I'm a newbie to TensorFlow. I'm confused about the difference between tf.placeholder and tf.Variable. In my view, tf.placeholder is used for input data, and tf.Variable is used to store the state of data. This is all what I know.
Could someone explain to me more in detail about their differences? In particular, when to use tf.Variable and when to use tf.placeholder?
In short, you use tf.Variable for trainable variables such as weights (W) and biases (B) for your model.
weights = tf.Variable(
tf.truncated_normal([IMAGE_PIXELS, hidden1_units],
stddev=1.0 / math.sqrt(float(IMAGE_PIXELS))), name='weights')
biases = tf.Variable(tf.zeros([hidden1_units]), name='biases')
tf.placeholder is used to feed actual training examples.
images_placeholder = tf.placeholder(tf.float32, shape=(batch_size, IMAGE_PIXELS))
labels_placeholder = tf.placeholder(tf.int32, shape=(batch_size))
This is how you feed the training examples during the training:
for step in xrange(FLAGS.max_steps):
feed_dict = {
images_placeholder: images_feed,
labels_placeholder: labels_feed,
}
_, loss_value = sess.run([train_op, loss], feed_dict=feed_dict)
Your tf.variables will be trained (modified) as the result of this training.
See more at https://www.tensorflow.org/versions/r0.7/tutorials/mnist/tf/index.html. (Examples are taken from the web page.)
The difference is that with tf.Variable you have to provide an initial value when you declare it. With tf.placeholder you don't have to provide an initial value and you can specify it at run time with the feed_dict argument inside Session.run
Since Tensor computations compose of graphs then it's better to interpret the two in terms of graphs.
Take for example the simple linear regression
WX+B=Y
where W and B stand for the weights and bias and X for the observations' inputs and Y for the observations' outputs.
Obviously X and Y are of the same nature (manifest variables) which differ from that of W and B (latent variables). X and Y are values of the samples (observations) and hence need a place to be filled, while W and B are the weights and bias, Variables (the previous values affect the latter) in the graph which should be trained using different X and Y pairs.
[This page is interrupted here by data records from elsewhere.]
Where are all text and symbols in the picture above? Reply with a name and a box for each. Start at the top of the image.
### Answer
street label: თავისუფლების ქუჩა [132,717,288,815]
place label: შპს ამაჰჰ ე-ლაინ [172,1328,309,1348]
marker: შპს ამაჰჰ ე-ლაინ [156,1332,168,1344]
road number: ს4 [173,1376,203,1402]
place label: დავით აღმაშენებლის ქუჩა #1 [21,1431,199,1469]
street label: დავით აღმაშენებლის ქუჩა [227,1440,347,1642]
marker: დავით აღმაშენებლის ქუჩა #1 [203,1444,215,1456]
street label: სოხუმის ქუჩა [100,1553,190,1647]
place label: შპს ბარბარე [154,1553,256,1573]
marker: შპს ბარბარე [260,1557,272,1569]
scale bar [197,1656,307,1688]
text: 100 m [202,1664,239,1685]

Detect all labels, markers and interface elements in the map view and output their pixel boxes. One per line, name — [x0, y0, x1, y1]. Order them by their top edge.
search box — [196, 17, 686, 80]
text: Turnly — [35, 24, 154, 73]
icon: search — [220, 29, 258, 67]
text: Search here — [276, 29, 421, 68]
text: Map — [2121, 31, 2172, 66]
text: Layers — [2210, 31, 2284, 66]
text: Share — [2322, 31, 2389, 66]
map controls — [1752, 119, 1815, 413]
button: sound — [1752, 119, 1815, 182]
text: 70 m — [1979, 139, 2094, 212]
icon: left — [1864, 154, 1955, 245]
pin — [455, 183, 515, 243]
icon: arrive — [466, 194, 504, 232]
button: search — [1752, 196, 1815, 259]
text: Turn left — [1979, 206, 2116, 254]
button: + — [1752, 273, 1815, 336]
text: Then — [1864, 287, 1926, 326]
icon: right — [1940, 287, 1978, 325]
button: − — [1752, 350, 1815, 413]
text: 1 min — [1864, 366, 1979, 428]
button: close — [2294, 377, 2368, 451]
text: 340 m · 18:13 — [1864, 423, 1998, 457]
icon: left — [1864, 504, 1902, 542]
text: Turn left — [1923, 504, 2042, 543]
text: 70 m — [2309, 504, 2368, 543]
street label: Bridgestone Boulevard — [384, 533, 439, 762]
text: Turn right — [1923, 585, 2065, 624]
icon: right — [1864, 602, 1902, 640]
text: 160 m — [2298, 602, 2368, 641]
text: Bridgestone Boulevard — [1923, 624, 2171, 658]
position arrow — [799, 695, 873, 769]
We place different samples to the Placeholders to train the Variables.
We only need to save or restore the Variables (at checkpoints) to save or rebuild the graph with the code.
Placeholders are mostly holders for the different datasets (for example training data or test data). However, Variables are trained in the training process for the specific tasks, i.e., to predict the outcome of the input or map the inputs to the desired labels. They remain the same until you retrain or fine-tune the model using different or the same samples to fill into the Placeholders often through the dict. For instance:
session.run(a_graph, dict = {a_placeholder_name : sample_values})
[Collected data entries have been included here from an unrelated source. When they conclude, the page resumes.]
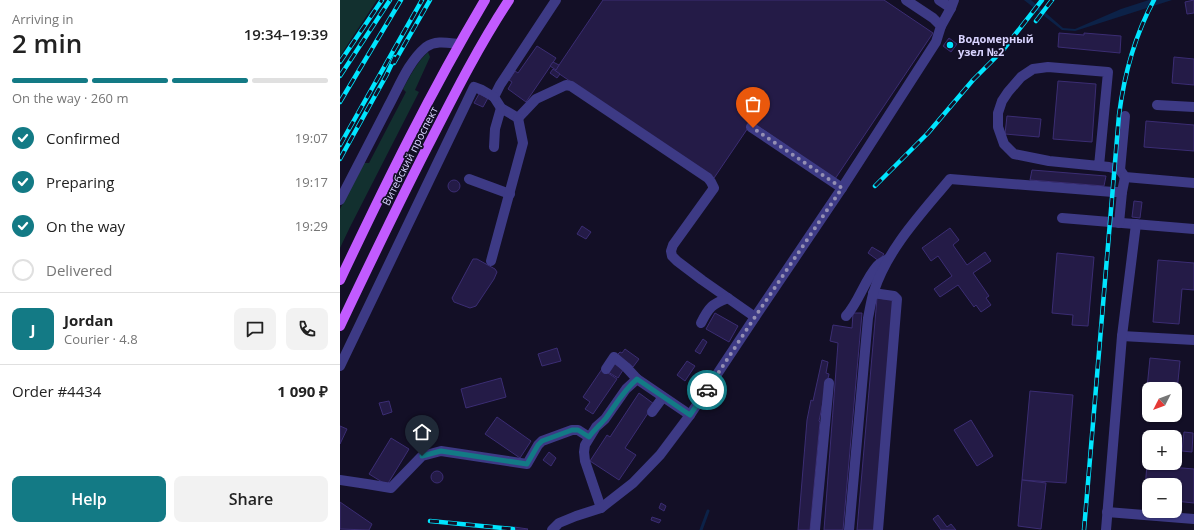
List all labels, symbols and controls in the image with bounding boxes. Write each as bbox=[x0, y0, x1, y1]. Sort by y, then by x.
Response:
text: Arriving in bbox=[12, 10, 74, 28]
text: 19:34–19:39 bbox=[244, 24, 328, 44]
text: 2 min bbox=[12, 25, 82, 61]
place label: Водомерный узел №2 bbox=[958, 31, 1034, 59]
marker: Водомерный узел №2 bbox=[945, 40, 955, 50]
pin bbox=[736, 87, 770, 128]
text: On the way · 260 m bbox=[12, 89, 128, 107]
icon: bag bbox=[742, 93, 764, 115]
street label: Витебский проспект bbox=[378, 104, 441, 208]
icon: check bbox=[12, 127, 34, 149]
text: Confirmed bbox=[46, 128, 120, 148]
text: 19:07 bbox=[295, 129, 328, 147]
icon: check bbox=[12, 171, 34, 193]
text: Preparing bbox=[46, 172, 114, 192]
text: 19:17 bbox=[295, 173, 328, 191]
icon: check bbox=[12, 215, 34, 237]
text: On the way bbox=[46, 216, 125, 236]
text: 19:29 bbox=[295, 217, 328, 235]
text: Delivered bbox=[46, 260, 113, 280]
button: chat bbox=[234, 308, 276, 350]
button: phone bbox=[286, 308, 328, 350]
text: Jordan bbox=[64, 310, 113, 330]
text: J bbox=[31, 319, 35, 339]
text: Courier · 4.8 bbox=[64, 330, 138, 348]
courier bbox=[687, 370, 727, 410]
icon: car bbox=[696, 379, 718, 401]
text: Order #4434 bbox=[12, 381, 101, 401]
text: 1 090 ₽ bbox=[277, 381, 328, 401]
north arrow bbox=[1142, 382, 1182, 422]
map controls bbox=[1142, 382, 1182, 518]
pin bbox=[405, 415, 439, 456]
icon: home bbox=[411, 421, 433, 443]
button: + bbox=[1142, 430, 1182, 470]
button: Help bbox=[12, 476, 166, 522]
button: Share bbox=[174, 476, 328, 522]
button: − bbox=[1142, 478, 1182, 518]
Placeholders are also passed as parameters to set models.
If you change placeholders (add, delete, change the shape etc) of a model in the middle of training, you can still reload the checkpoint without any other modifications. But if the variables of a saved model are changed, you should adjust the checkpoint accordingly to reload it and continue the training (all variables defined in the graph should be available in the checkpoint).
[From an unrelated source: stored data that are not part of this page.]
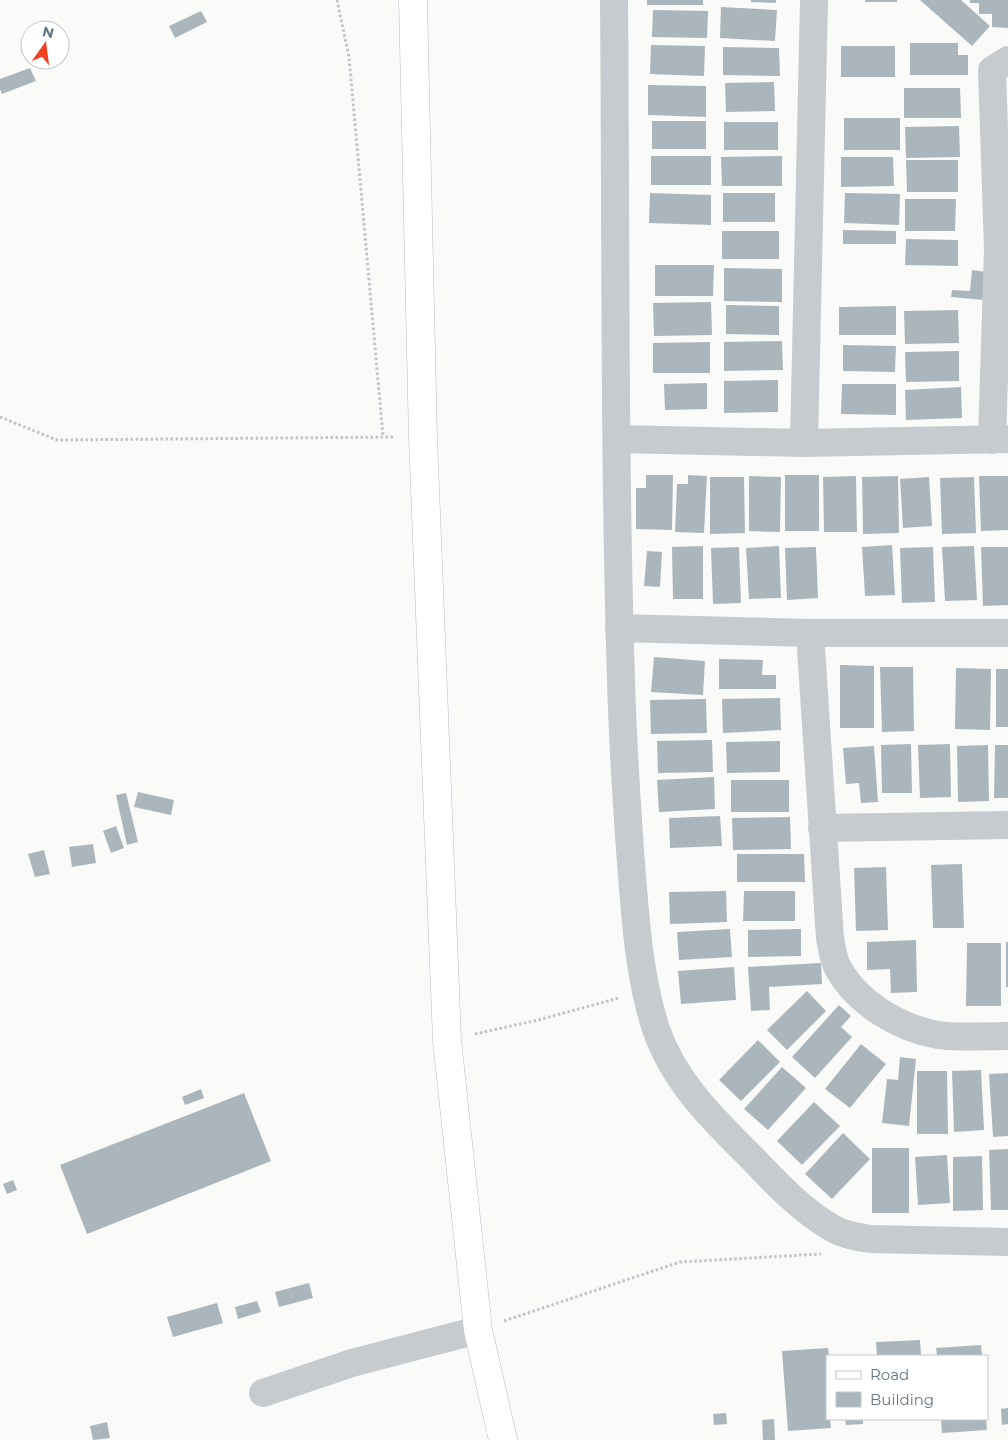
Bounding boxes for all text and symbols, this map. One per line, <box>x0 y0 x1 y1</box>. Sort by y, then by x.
north arrow <box>20 20 70 70</box>
text: N <box>40 22 56 42</box>
legend <box>826 1355 988 1420</box>
text: Road <box>870 1365 909 1384</box>
text: Building <box>870 1390 934 1409</box>

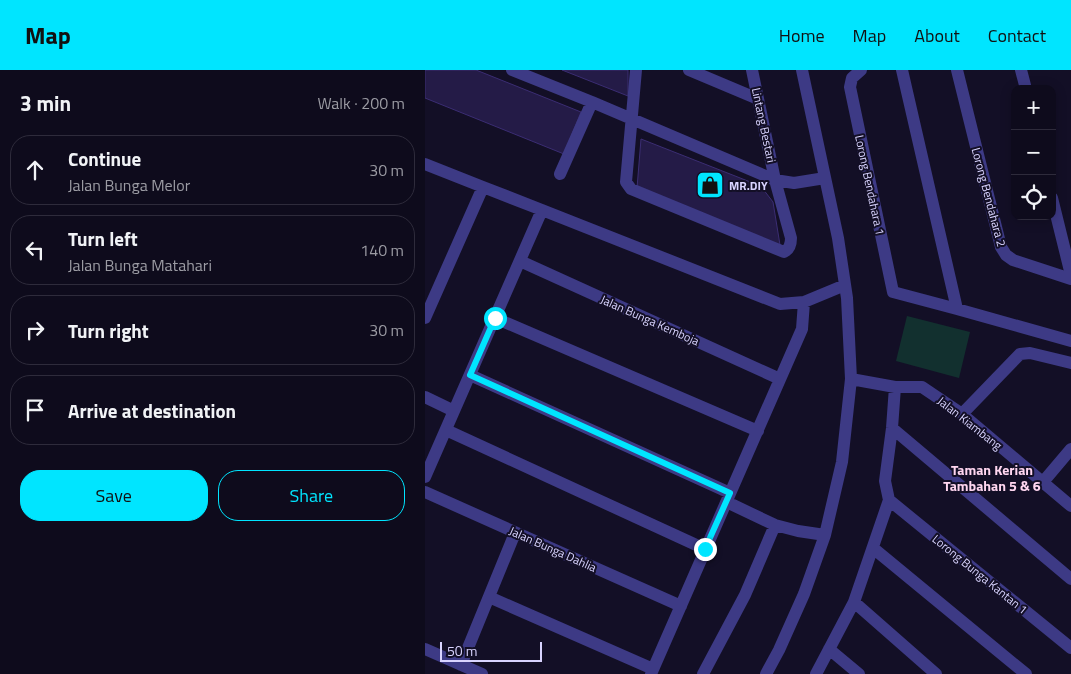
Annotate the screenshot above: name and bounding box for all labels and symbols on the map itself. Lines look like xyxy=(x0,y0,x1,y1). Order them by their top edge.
street label: Lintang Bestari xyxy=(747,86,781,164)
street label: Lorong Bendahara 1 xyxy=(850,133,890,237)
street label: Lorong Bendahara 2 xyxy=(967,145,1011,249)
shop icon: MR.DIY xyxy=(695,170,725,200)
place label: MR.DIY xyxy=(729,176,768,195)
street label: Jalan Bunga Kemboja xyxy=(598,290,702,350)
route start xyxy=(484,307,507,330)
street label: Jalan Kiambang xyxy=(933,392,1007,454)
district label: Taman Kerian Tambahan 5 & 6 xyxy=(943,459,1041,496)
street label: Jalan Bunga Dahlia xyxy=(506,521,600,577)
street label: Lorong Bunga Kantan 1 xyxy=(928,530,1032,618)
route end xyxy=(694,538,717,561)
scale bar xyxy=(440,639,543,662)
To sum up, if the values are from the samples (observations you already have) you safely make a placeholder to hold them, while if you need a parameter to be trained harness a Variable (simply put, set the Variables for the values you want to get using TF automatically).
In some interesting models, like a style transfer model, the input pixes are going to be optimized and the normally-called model variables are fixed, then we should make the input (usually initialized randomly) as a variable as implemented in that link.
For more information please infer to this simple and illustrating doc.
TL;DR
Variables
For parameters to learn
Values can be derived from training
Initial values are required (often random)
Placeholders
Allocated storage for data (such as for image pixel data during a feed)
Initial values are not required (but can be set, see tf.placeholder_with_default)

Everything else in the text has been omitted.